1TB is a daunting amount of data, however with a small amount of pre-planning ingesting, indexing and searching this data is a simple task when using Logscape.
Whilst a single Indexstore could theoretically ingest and index 1 TB per day, we would suffer severe performance issues when running searches. Introducing additional Indexstores allows the data volume to be separated in to manageable clusters, allowing us to leverage the increased processing and Disk I/O capacity. For this specific deployment, we will install 6 well provisioned Indexstores.
AssumptionsUsing the specifications stated below, we get the following when comparing a 1 Indexstore environment against a 6 Indexstore Environment.
Feature | 1x Indexstore | 6x Indexstore |
Disk Speed | 2GB/Sec | 12GB/Sec |
Network Bandwidth | 2.5GB/sesc | 2.5GB/sec |
Search Speed(1TB) | 500 Seconds | 83 Seconds |
GB Searched Per second | 2GB | 12GB |
Events Per Second(2KB per Event) | 1,000,000 | 12,000,000 |
The inclusion of 6 Indexstores reduces our Input requirements to an insignificant 12mb/sec, however even with the data spread evenly between each host, at maximum capacity a host will be responsible for searching 5TB of data, so disk speed, and in-memory caching are still a concern.
Network StatsNetwork requirements will vary upon the individual IO capability of your Indexstores, but must be configured in such a way to take into account both data transfer incoming to the Indexstores as well as the capacity needed by in order to transfer data to the Manager at search time.

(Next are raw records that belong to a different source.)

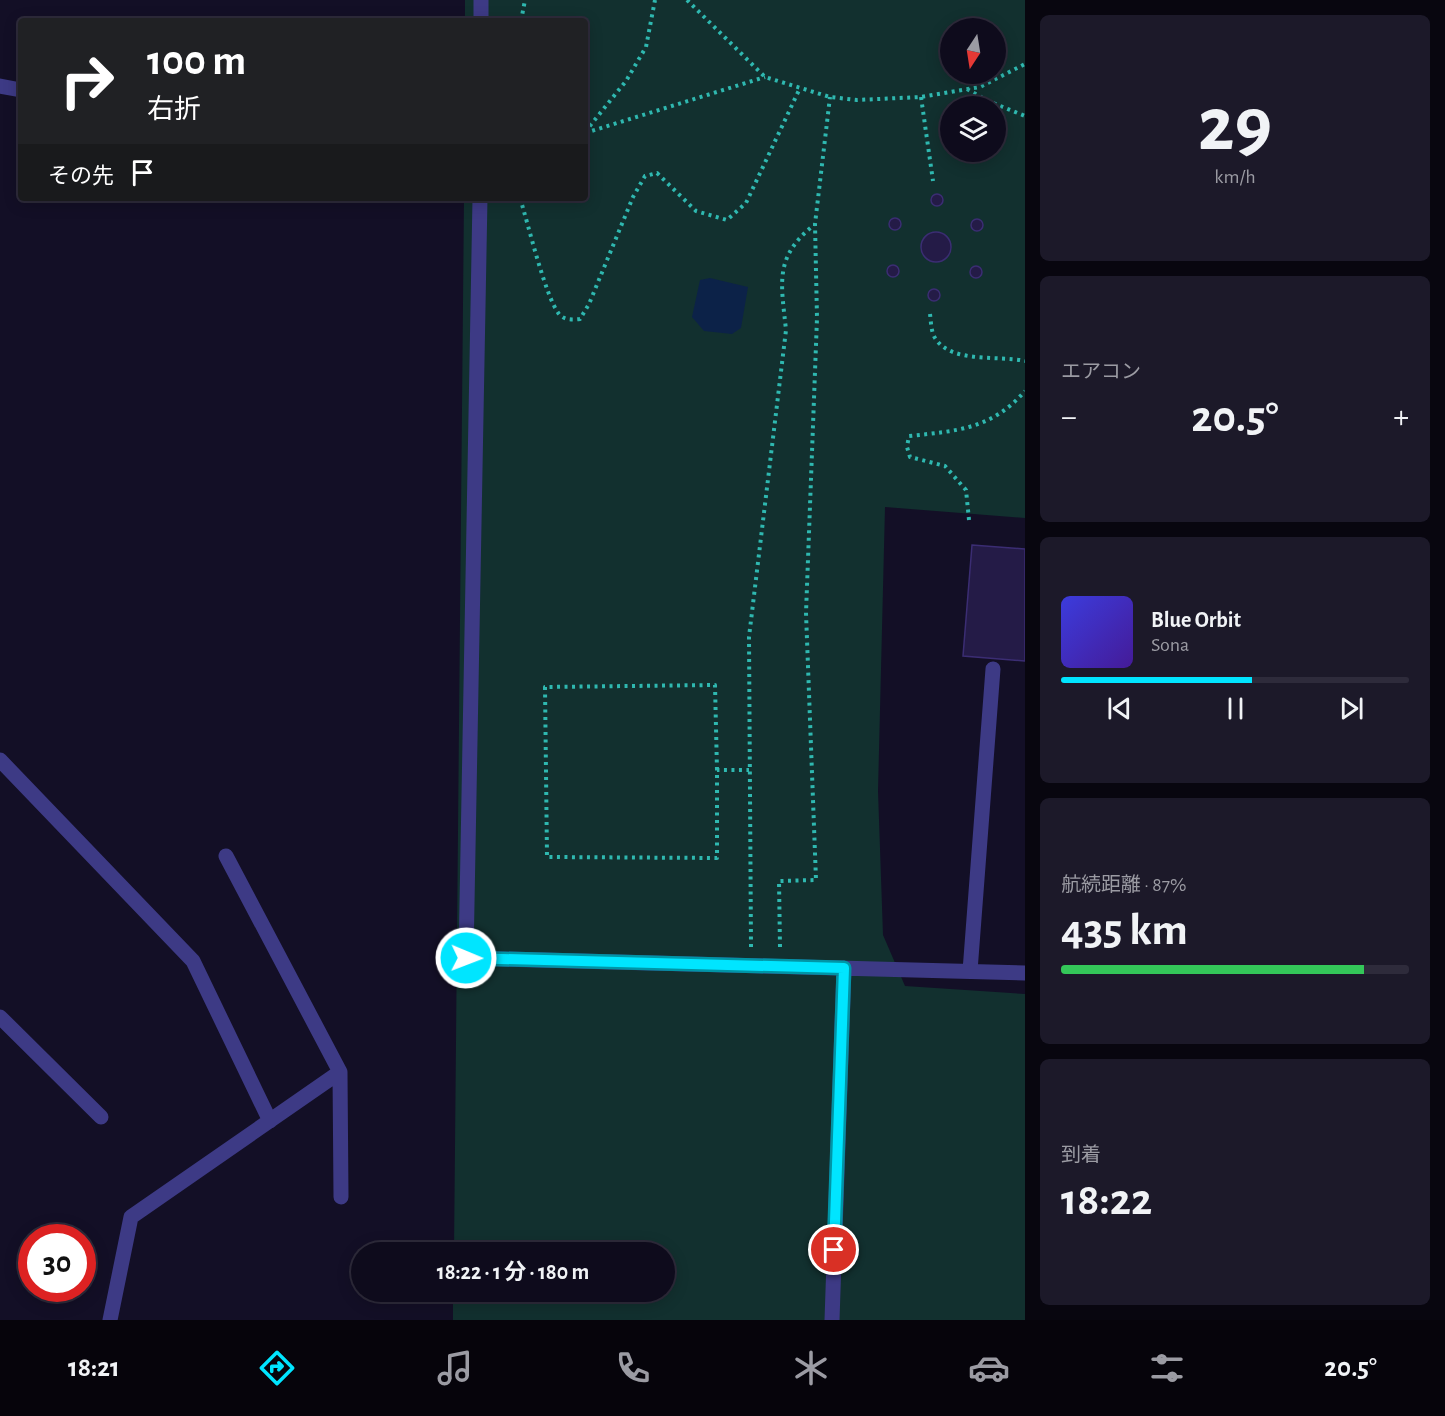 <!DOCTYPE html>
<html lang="ja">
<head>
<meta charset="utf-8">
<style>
	body { margin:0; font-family:"Alegreya Sans","Noto Sans JP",sans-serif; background:#1c1929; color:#f1f3f6; height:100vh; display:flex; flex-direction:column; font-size:22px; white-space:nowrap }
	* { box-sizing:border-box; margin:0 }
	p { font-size:20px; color:#9b9ba3 }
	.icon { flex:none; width:33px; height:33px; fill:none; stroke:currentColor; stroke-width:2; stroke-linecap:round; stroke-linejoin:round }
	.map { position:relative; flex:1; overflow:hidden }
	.panel { display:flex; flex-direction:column; gap:15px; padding:15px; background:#08060f; width:420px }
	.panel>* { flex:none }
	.top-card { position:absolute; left:18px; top:18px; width:570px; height:183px; border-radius:6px; box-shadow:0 3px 15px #0003,0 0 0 2px #2e2b3b; background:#202124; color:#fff; overflow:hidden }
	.needle { width:39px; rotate:192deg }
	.fabs { position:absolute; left:940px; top:18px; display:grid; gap:12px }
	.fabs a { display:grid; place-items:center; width:66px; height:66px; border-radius:50%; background:#0e0b1c; box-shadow:0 3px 15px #0003,0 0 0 2px #2e2b3b; font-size:30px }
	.speed { position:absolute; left:18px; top:1224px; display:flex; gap:12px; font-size:30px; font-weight:700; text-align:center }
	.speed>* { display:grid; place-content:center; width:78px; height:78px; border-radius:50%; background:#0e0b1c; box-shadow:0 3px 15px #0003,0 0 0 2px #2e2b3b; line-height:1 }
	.speed .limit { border:9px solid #d22; background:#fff; color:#111 }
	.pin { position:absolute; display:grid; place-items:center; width:51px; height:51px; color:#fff; margin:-26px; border:3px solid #fff; border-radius:50%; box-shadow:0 2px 6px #0007 }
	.me { position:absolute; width:66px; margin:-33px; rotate:91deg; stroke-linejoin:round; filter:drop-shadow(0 0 4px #0008) }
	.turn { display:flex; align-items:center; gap:21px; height:126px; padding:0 30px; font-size:27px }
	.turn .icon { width:78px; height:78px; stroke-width:2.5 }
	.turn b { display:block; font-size:42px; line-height:51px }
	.then { display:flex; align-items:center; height:57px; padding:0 30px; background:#0003; gap:12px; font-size:22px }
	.big { font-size:45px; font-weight:700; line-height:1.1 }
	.panel .tile { flex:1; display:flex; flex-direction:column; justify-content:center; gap:9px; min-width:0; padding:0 21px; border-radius:9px; background:#1c1929 }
	.panel .dial { align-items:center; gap:0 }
	.dial b { font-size:78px; line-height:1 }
	.song { display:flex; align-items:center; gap:18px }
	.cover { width:72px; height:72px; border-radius:9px; background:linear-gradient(135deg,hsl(240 70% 55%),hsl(260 70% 35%)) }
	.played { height:6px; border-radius:3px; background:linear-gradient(90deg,#00e5ff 55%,#2e2b3b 55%) }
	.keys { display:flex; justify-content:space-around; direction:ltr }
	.heat { display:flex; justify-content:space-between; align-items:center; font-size:33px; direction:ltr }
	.charge { height:9px; border-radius:4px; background:linear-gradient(90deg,#34c759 87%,#2e2b3b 0) }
	.trip { position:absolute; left:351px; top:1242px; width:324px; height:60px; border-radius:30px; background:#0e0b1c; box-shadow:0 3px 15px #0003,0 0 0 2px #2e2b3b; font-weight:700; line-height:60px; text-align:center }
	.tab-bar { display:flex; height:96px; justify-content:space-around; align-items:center; background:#06040b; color:#9b9ba3 }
	.tab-bar .icon { width:42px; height:42px }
	.tab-bar .active { color:#00e5ff }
	.tab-bar b { font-size:27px; color:#f1f3f6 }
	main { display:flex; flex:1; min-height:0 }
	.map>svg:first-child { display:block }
</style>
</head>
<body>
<main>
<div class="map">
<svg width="1025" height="1320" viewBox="0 0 1025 1320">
	<rect width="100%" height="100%" fill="#130f26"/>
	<path fill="#12302f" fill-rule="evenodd" d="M465,0H1025V518L885,507L878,791L883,935L905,986L1025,994V1320H453V1292H664V1252H454L464,198H585V21H465ZM951,28H996V74H951ZM951,106H996V152H951Z"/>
	<path fill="#0c2248" d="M710,278L748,287L741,328L732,334L704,331L692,317L700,280Z"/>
	<path fill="#241b47" stroke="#3b2d73" stroke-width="1.5" d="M931 200a6 6 0 1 1 12 0a6 6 0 1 1-12 0Z
		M889 224a6 6 0 1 1 12 0a6 6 0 1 1-12 0Z
		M971 225a6 6 0 1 1 12 0a6 6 0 1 1-12 0Z
		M921 247a15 15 0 1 1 30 0a15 15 0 1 1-30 0Z
		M887 271a6 6 0 1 1 12 0a6 6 0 1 1-12 0Z
		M970 272a6 6 0 1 1 12 0a6 6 0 1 1-12 0Z
		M928 295a6 6 0 1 1 12 0a6 6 0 1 1-12 0Z
		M972,545L1025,549V661L963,656Z"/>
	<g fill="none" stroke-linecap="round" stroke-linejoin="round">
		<path stroke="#2fb8b0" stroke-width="4" stroke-dasharray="3 4.5" stroke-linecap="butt" d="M687,0L765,77L830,97L857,100L921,97L980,87L1025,64
			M521,21L525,0
			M967,89L988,101L1025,116
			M921,97L933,181
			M585,132L626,81L646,47L655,0
			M585,133L765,77
			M520,198C528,223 545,296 559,314C564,320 572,320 580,319L589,304L633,197L645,176L657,173L696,211L727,220L746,203L800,88
			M930,314C931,321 931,332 935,338C951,364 999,355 1025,361
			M969,520L966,490L945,466L910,457L907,447L909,436C957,431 992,429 1025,391
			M717,770L715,685L545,687L547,857L717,858V770H749
			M751,947L749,637L786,330C781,282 774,257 814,225
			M780,947L779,881L816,880L806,613L817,318L815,224L830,97"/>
		<path stroke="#3d3a85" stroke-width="15" d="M481,21V0
			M0,86L21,90
			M480,198L466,958L1025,973
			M0,760L193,961L270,1121
			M226,856L340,1072
			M970,971L993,669
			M0,1017L101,1117
			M110,1320L131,1217L340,1072L341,1197
			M832,1320L844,968"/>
	</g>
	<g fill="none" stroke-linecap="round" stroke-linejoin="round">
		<g stroke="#0095a6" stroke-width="15">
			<path id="route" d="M466,958L844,968L834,1250"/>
		</g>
		<use href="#route" stroke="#00e5ff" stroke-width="10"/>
	</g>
</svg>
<div class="fabs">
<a><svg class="needle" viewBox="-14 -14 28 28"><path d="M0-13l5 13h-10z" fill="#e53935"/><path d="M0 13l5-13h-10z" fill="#9b9ba3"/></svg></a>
<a><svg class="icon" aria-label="layers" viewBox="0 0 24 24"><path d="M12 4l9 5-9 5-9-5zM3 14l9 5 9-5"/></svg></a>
</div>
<div class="speed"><div class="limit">30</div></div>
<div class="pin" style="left:834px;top:1250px;background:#d93025"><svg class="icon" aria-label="arrive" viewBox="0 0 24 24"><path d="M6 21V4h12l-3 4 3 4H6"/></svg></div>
<svg class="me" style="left:466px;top:958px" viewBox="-20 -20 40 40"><circle r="17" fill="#00e5ff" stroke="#fff" stroke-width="3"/><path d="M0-11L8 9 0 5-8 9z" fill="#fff"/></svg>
<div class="trip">18:22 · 1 分 · 180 m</div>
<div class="top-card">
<div class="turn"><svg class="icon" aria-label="right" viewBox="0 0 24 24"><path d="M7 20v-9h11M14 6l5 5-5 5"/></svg><div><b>100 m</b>右折</div></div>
<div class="then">その先<svg class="icon" aria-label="arrive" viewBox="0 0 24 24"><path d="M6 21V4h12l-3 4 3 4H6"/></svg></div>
</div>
</div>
<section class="panel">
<div class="tile dial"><b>29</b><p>km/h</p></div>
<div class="tile"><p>エアコン</p>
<div class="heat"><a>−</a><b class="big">20.5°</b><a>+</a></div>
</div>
<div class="tile">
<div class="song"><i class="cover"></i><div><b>Blue Orbit</b><p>Sona</p></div></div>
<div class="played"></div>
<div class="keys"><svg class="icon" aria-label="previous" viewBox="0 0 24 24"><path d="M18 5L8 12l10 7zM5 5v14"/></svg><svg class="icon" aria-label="pause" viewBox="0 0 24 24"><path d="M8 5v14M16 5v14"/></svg><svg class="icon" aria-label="next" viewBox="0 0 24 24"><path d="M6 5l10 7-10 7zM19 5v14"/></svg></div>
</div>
<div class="tile"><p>航続距離 · 87%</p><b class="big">435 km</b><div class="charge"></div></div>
<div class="tile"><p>到着</p><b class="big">18:22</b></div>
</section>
</main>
<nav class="tab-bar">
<b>18:21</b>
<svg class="icon active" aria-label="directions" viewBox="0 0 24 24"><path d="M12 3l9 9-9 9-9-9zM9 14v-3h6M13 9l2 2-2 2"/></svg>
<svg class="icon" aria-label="music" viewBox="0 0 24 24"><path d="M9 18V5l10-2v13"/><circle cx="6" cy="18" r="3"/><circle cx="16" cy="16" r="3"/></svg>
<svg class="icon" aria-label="phone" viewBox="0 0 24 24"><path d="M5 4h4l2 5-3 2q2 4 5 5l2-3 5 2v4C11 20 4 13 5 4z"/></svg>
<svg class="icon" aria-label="climate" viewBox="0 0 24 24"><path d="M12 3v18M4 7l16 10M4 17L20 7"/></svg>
<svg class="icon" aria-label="car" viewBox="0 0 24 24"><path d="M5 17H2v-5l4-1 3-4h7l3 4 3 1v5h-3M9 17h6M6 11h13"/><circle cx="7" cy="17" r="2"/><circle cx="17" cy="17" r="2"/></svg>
<svg class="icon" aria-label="filters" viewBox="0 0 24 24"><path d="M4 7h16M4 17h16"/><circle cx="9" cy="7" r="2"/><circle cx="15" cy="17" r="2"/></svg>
<b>20.5°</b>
</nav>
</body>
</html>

To benchmark your network you can follow the steps here. For this scenario we will assume each Indexstore is connected via two fibre channel connections which are bonded for an estimated bandwidth of 2.5gb/sec.
In order to gather accurate metrics it is reccomended that you use a tool such as ioZone. However rough assumptions can be made based upon disk type.
Type | Disk Speed |
Mechanical Drive | 150Mb/sec |
SSD | 500Mb/sec |
SSD x2 | 1Gb/sec |
(SSD)RAID 5+1 | 2.5Gb/sec |
Using these device speeds, in a scenario where we are searching 10 GB of data, we get the following search times.
Device | Dataset Size | IO Rate | Search Duration |
Mechanical Disk | 10Gb | 150Mbs | 66 Seconds |
SSD | 10Gb | 500MBs | 20 Seconds |
SSDx2 | 10Gb | 1GBs | 10 Seconds |
(SSD) RAID 5+1 | 10Gb | 2.5GBs | 4 Seconds |
Device | Manager | IndexStore | Forwarder |
Disk | RAID 5(4+1), Disks with at least 500mb/sec R/W | RAID 5(4+1), Disks with at least 500mb/sec R/W | - |
CPU | 48 core modern CPU | 48 core modern CPU | - |
Memory | 64GB, Minimum of 8GB allocated to the Dashboard/Aggspace process | 64GB | 512MB |
Manager sizing is dependant upon the average size of a search, the number of concurrent users, as well as the amount of pre-configured alerts. General advice is that the system should have enough RAM to allow for caching of search time data, whilst also allowing an additional 5-10mb per dashboard search, and alert.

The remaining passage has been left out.